Haulik L, Tóth B, Issekutz A, Gartner B
Petz Aladár Megyei Oktató Kórház, Sebészeti Osztály, Gyór, 9002 Gyór, Pf. 92.
Magy Seb. 2001 Oct;54(5):309-13.
Pancreatic trauma is relatively uncommon, but it has high morbidity and mortality rates, especially when the diagnosis is delayed or inappropriate surgery is attempted. We analysed the management of 11 patients in a university teaching hospital treated with distal pancreatic transsection without (grade II--according AAST score) and with main pancreatic duct (MPD) injury (grade III) caused by blunt abdominal trauma. The average age of the 10 male and 1 female patients was 24.9 years (5-56). Five patients had isolated pancreatic trauma, other 6 patients had 2.3 associated intraabdominal and 0.8 associated extraabdominal injuries. Six patients were diagnosed and operated within the first 24 hours. Five of them had transsection of the gland with main pancreatic duct injury, distal pancreatectomy with (2) or without (1) splenectomy, distal pancreatogastrostomy (1), and (due to associated duodenal laceration) pylorus-preserving pancreatoduodenectomy (1) were performed. In one case (grade II) only external drainage was necessary. All patients in this group who were operated on early survived. Only one patient needed reoperation due to haemorrhage after pancreatoduodenectomy. From the other five patients four were referred after initial treatment in a primary centre (all of them underwent some kind of external drainage), and in one patient the diagnosis of pancreatic injury was missed at the initial operation in our hospital. Three of them had undetected MPD injury, in two patients parenchymal lesions were underestimated or missed. Every patients needed subsequent resection (1), internal drainage due to fistula (2), or drainage of developed abscess (2). Three of them had severe septic and pulmonary complications; one patient with MPD injury died. Patients who require delayed surgery after an unsuccessful period of conservative treatment or a subsequent operation due to undetected MPD injury demonstrated higher pancreas-specific mortality and morbidity rate.

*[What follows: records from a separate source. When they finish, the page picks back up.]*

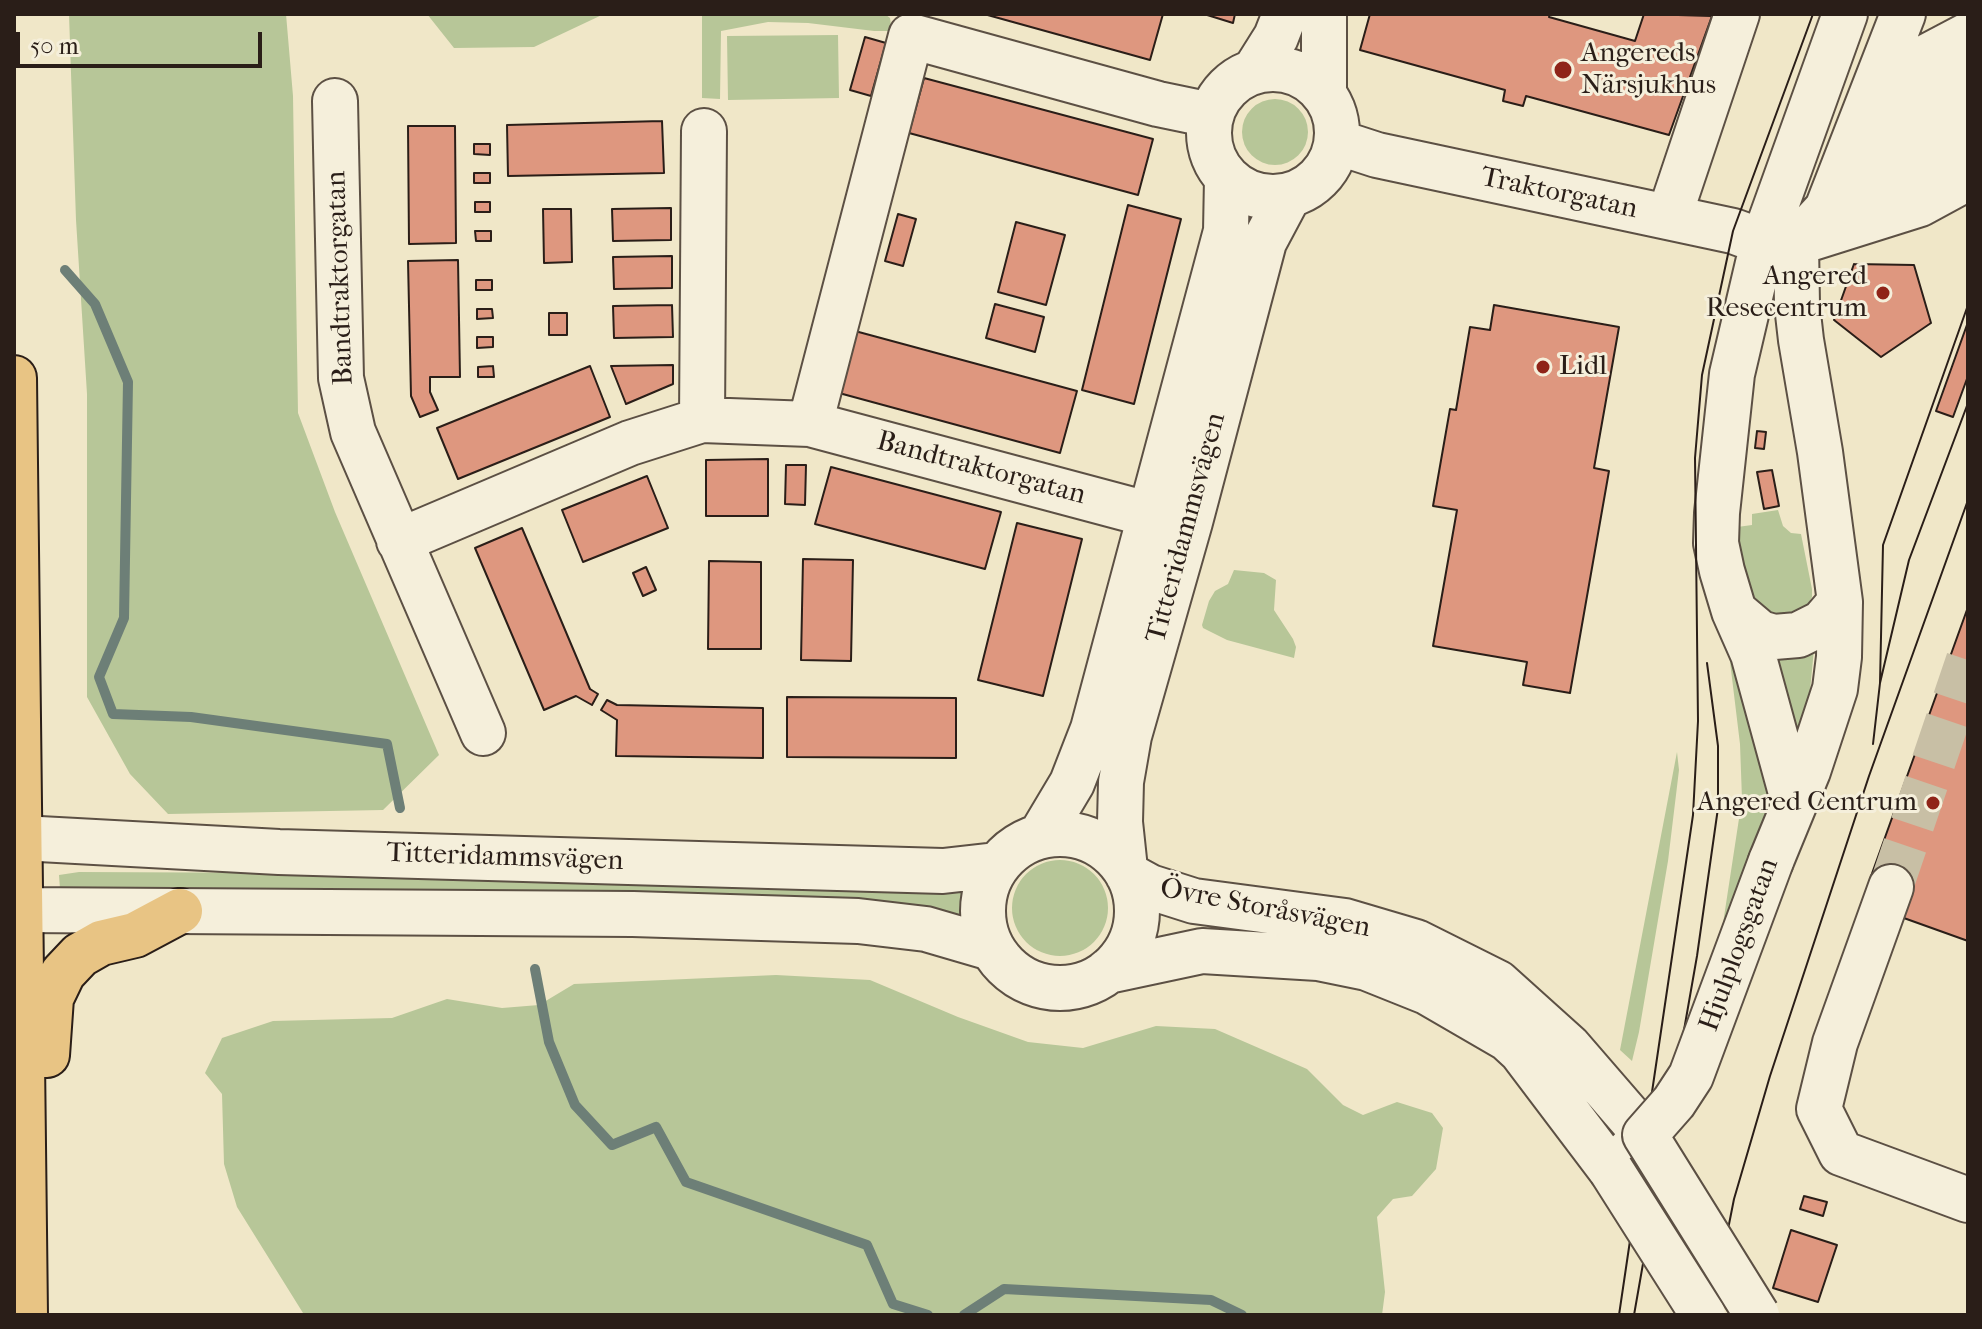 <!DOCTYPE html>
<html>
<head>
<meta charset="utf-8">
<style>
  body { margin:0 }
  #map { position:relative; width:1982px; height:1329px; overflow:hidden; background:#f0e7c8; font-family:"IM FELL French Canon",serif }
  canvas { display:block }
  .frame { position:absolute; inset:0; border:16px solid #2a1e18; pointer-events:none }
  .scale { position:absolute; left:16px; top:32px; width:246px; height:36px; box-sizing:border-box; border:4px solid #2a1e18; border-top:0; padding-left:10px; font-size:24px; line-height:28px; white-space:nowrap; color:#2a1e18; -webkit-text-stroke:6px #f5efdb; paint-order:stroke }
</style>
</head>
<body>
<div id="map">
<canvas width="1982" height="1329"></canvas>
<div class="frame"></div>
<div class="scale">50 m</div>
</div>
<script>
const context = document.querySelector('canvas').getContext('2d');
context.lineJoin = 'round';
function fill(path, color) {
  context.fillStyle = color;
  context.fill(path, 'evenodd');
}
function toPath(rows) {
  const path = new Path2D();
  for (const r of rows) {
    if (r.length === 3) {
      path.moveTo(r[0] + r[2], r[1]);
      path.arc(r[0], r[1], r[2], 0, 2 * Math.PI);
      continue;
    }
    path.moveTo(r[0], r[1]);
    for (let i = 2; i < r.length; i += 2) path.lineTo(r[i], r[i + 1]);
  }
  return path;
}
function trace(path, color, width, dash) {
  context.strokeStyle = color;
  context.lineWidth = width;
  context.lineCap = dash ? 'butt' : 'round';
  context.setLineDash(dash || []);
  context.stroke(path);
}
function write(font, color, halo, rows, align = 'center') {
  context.font = font + ' "IM FELL French Canon",serif';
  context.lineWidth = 6;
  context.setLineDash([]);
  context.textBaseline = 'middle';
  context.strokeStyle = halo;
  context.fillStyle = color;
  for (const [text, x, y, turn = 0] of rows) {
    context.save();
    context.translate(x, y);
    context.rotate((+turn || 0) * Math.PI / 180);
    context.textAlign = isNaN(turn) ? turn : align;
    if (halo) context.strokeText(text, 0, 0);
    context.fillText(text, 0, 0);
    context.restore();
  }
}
const green = toPath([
  [69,14,286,14,293,96,298,413,335,512,439,755,383,810,168,814,130,774,87,697,87,394,76,220],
  [427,14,604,14,534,47,454,48],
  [702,14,885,14,890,18,891,25,888,31,874,31,808,23,768,22,721,31,720,99,702,98],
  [838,35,839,98,728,100,727,36],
  [1275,132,33],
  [1778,510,1783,526,1791,533,1801,534,1812,589,1812,597,1804,611,1775,618,1751,608,1730,528,1752,525,1752,514],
  [1234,570,1264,573,1276,580,1274,610,1293,639,1296,647,1294,658,1227,640,1203,628,1202,625,1209,601,1215,591,1228,584],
  [1728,645,1773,802,1722,930,1742,799,1740,744],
  [1814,649,1808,712,1798,753,1766,655],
  [1677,752,1679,770,1668,861,1639,1032,1632,1061,1620,1050],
  [1060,908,48],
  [79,872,537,874,972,887,967,920,60,889,59,875],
  [776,975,870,980,958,1017,1028,1042,1083,1048,1156,1026,1215,1029,1307,1069,1343,1105,1363,1115,1397,1102,1432,1113,1443,1128,1436,1169,1412,1196,1393,1199,1377,1217,1385,1292,1382,1315,319,1315,303,1313,237,1207,224,1164,222,1094,205,1073,222,1038,273,1021,392,1018,447,999,502,1008,539,1005,574,984]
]);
const stream = toPath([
  [65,270,95,304,128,382,124,618,99,677,113,714,191,717,387,744,400,808],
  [535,969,549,1042,575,1105,612,1145,656,1127,686,1182,867,1245,893,1304,928,1315],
  [964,1315,1004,1289,1211,1300,1242,1315]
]);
const building = toPath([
  [984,14,1163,14,1150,60,984,14],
  [1204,14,1235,14,1233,23,1204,14],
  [1370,14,1550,14,1549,17,1635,41,1644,14,1712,16,1669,135,1526,96,1523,106,1503,101,1505,90,1360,50,1370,14],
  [865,37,886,43,871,96,850,90,865,37],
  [924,78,1153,139,1138,195,909,133,924,78],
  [662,121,664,173,508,176,507,125,662,121],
  [408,126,455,126,456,243,409,244,408,126],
  [474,144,490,144,490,155,474,154,474,144],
  [474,173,490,173,490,183,474,183,474,173],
  [475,202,490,202,490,212,475,212,475,202],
  [1128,205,1181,219,1134,404,1082,390,1128,205],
  [671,208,671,240,613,241,612,209,671,208],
  [543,209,571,209,572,262,544,263,543,209],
  [898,214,916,219,903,266,885,261,898,214],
  [1016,222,1065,235,1046,305,998,292,1016,222],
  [475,231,491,231,491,241,476,241,475,231],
  [672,256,672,288,614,289,613,257,672,256],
  [458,260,460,377,430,377,430,392,438,410,420,417,411,396,408,261,458,260],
  [1854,264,1914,265,1931,323,1881,357,1834,320,1854,264],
  [476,280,492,280,492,290,476,290,476,280],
  [995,304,1044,317,1035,352,986,338,995,304],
  [672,305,673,337,614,338,613,306,672,305],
  [1494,305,1619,327,1594,468,1609,471,1570,693,1523,685,1527,662,1433,646,1457,510,1433,506,1450,409,1456,410,1470,327,1490,330,1494,305],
  [477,309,492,309,493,318,477,319,477,309],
  [549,313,567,313,567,335,549,335,549,313],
  [1968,322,1968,376,1953,417,1936,411,1968,322],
  [855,331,1077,391,1060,453,839,393,855,331],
  [477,337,493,337,493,347,477,348,477,337],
  [673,365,673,384,626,404,611,366,673,365],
  [493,366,494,377,478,377,478,367,493,366],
  [590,366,610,417,458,479,437,428,590,366],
  [1757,431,1766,432,1764,449,1755,448,1757,431],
  [768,459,768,516,706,516,706,460,768,459],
  [786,465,806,465,805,505,785,504,786,465],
  [831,467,1001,512,985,569,815,524,831,467],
  [1772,470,1779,506,1764,509,1757,472,1772,470],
  [647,476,668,528,583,562,562,510,647,476],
  [1017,523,1082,539,1043,696,978,680,1017,523],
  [522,528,590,689,598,694,592,705,576,696,544,710,475,548,522,528],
  [803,559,853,560,851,661,801,660,803,559],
  [709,561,761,562,761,649,708,649,709,561],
  [646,567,656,590,643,596,633,573,646,567],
  [1968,607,1968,941,1901,917,1910,894,1870,879,1968,607],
  [787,697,956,698,956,758,787,757,787,697],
  [607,700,617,705,763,708,763,758,616,756,617,720,601,710,607,700],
  [1804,1196,1827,1202,1823,1216,1800,1209,1804,1196],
  [1791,1230,1837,1245,1818,1302,1773,1288,1791,1230]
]);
const minorTunnel = toPath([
  [1891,887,1968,660]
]);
const minor = toPath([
  [1324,14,1324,94],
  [1273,133,64],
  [1254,72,1276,37,1285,14],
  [1877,83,1968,35],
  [335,101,341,378,353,432,483,733],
  [1860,126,1968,70],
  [1337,142,1377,155,1733,231,1763,242,1781,245,1796,243,1920,204,1955,185,1968,153],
  [1845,163,1968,108],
  [1830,208,1968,146],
  [1669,217,1737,14],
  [702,420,704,131],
  [810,424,911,36,1158,104,1211,115],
  [399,541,630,443,702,420,810,424,1151,515],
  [1734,611,1760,633,1774,637,1798,635,1822,623,1840,602],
  [1794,804,1753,654,1734,611,1722,571,1716,543,1717,513,1732,374,1763,242,1845,14],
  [1060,911,77],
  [1041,835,1072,783,1093,729,1226,231,1227,178],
  [14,842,21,838,279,852,943,871,996,865],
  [1771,861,1808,771,1835,689,1839,657,1840,602,1820,452,1801,340,1797,305,1796,243,1827,209,1903,14],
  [1125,869,1120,822,1121,782,1129,736,1190,522,1264,242,1289,195],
  [1891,887,1835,1043,1819,1109,1841,1153,1968,1200],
  [14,907,21,910,633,914,858,921,926,929,991,948],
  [1108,971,1202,951,1318,958,1367,968,1427,992,1508,1039,1521,1051,1611,1170,1645,1135,1568,1046,1498,983,1416,942,1345,921,1194,901,1150,887,1128,875]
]);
const highway = toPath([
  [14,378,25,1315],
  [47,1055,51,998,63,973,80,955,101,943,135,935,180,911]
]);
const tram = toPath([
  [1880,683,1883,545,1968,305],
  [1873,744,1880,683,1909,560,1968,403],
  [1619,1315,1693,815,1698,721,1695,458,1702,375,1733,231,1813,14],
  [1634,1315,1697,956,1718,808,1718,746,1707,663],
  [1711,1315,1734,1199,1770,1076,1869,776,1968,500]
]);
const minorBridge = toPath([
  [1611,1170,1703,1315],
  [1757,1315,1645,1135,1674,1102,1691,1076,1771,861]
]);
const markers = [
  [1563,70,10,"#8f2418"],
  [1883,293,8,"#8f2418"],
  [1543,367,8,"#8f2418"],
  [1933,803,8,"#8f2418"]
];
const poiNames = [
  ["Angereds",1581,54],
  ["Närsjukhus",1581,86],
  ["Angered",1867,277,"right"],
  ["Resecentrum",1867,309,"right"],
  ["Lidl",1559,367],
  ["Angered Centrum",1917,803,"right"]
];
const streetNames = [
  ["Traktorgatan",1559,194,12],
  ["Bandtraktorgatan",341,278,-92],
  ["Bandtraktorgatan",981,469,15],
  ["Titteridammsvägen",1187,528,-75],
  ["Titteridammsvägen",505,858,2],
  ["Övre Storåsvägen",1265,909,11],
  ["Hjulplogsgatan",1740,945,-70]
];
fill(green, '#b7c698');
trace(stream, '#6d7f77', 10);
fill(building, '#de977f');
trace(building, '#2a1e18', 2);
trace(minorTunnel, '#c8bfa5', 44, [44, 22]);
trace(minor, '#5c5044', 48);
trace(highway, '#2a1e18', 48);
trace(minor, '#f5efdb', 44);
trace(highway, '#e8c484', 44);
trace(tram, '#2a1e18', 2);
trace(minorBridge, '#5c5044', 48, []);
trace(minorBridge, '#f5efdb', 44);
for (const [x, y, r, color] of markers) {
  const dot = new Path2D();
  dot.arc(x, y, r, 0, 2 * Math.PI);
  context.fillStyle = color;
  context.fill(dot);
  trace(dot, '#f5efdb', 3);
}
write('28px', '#2a1e18', '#f5efdb', poiNames, 'left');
write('28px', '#2a1e18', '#f5efdb', streetNames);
</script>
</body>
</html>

胰腺创伤相对少见,但发病率和死亡率很高,尤其是诊断延迟或尝试进行不恰当手术时。我们分析了一家大学教学医院中11例因钝性腹部创伤导致胰腺远端横断(根据美国创伤外科学会[AAST]评分属于Ⅱ级)且伴有主胰管(MPD)损伤(Ⅲ级)患者的治疗情况。10例男性和1例女性患者的平均年龄为24.9岁(5 - 56岁)。5例患者为单纯胰腺创伤,另外6例患者合并2.3处腹腔内损伤和0.8处腹腔外损伤。6例患者在最初24小时内确诊并接受手术。其中5例为胰腺横断合并主胰管损伤,分别进行了保留脾脏(2例)或切除脾脏(1例)的远端胰腺切除术、远端胰胃吻合术(1例)以及(因合并十二指肠裂伤)保留幽门的胰十二指肠切除术(1例)。1例(Ⅱ级)仅需进行外引流。该组所有早期接受手术的患者均存活。仅1例患者在胰十二指肠切除术后因出血需要再次手术。另外5例患者中,4例在基层医院接受初始治疗后转诊而来(他们均接受了某种形式的外引流),1例患者在我院初次手术时漏诊了胰腺损伤。其中3例未检测到主胰管损伤,2例患者的实质损伤被低估或漏诊。所有患者均需要后续切除手术(1例)、因瘘管进行内引流(2例)或对形成的脓肿进行引流(2例)。其中3例出现严重的感染和肺部并发症;1例主胰管损伤患者死亡。因保守治疗失败后需要延迟手术或因未检测到主胰管损伤而进行后续手术的患者,胰腺特异性死亡率和发病率更高。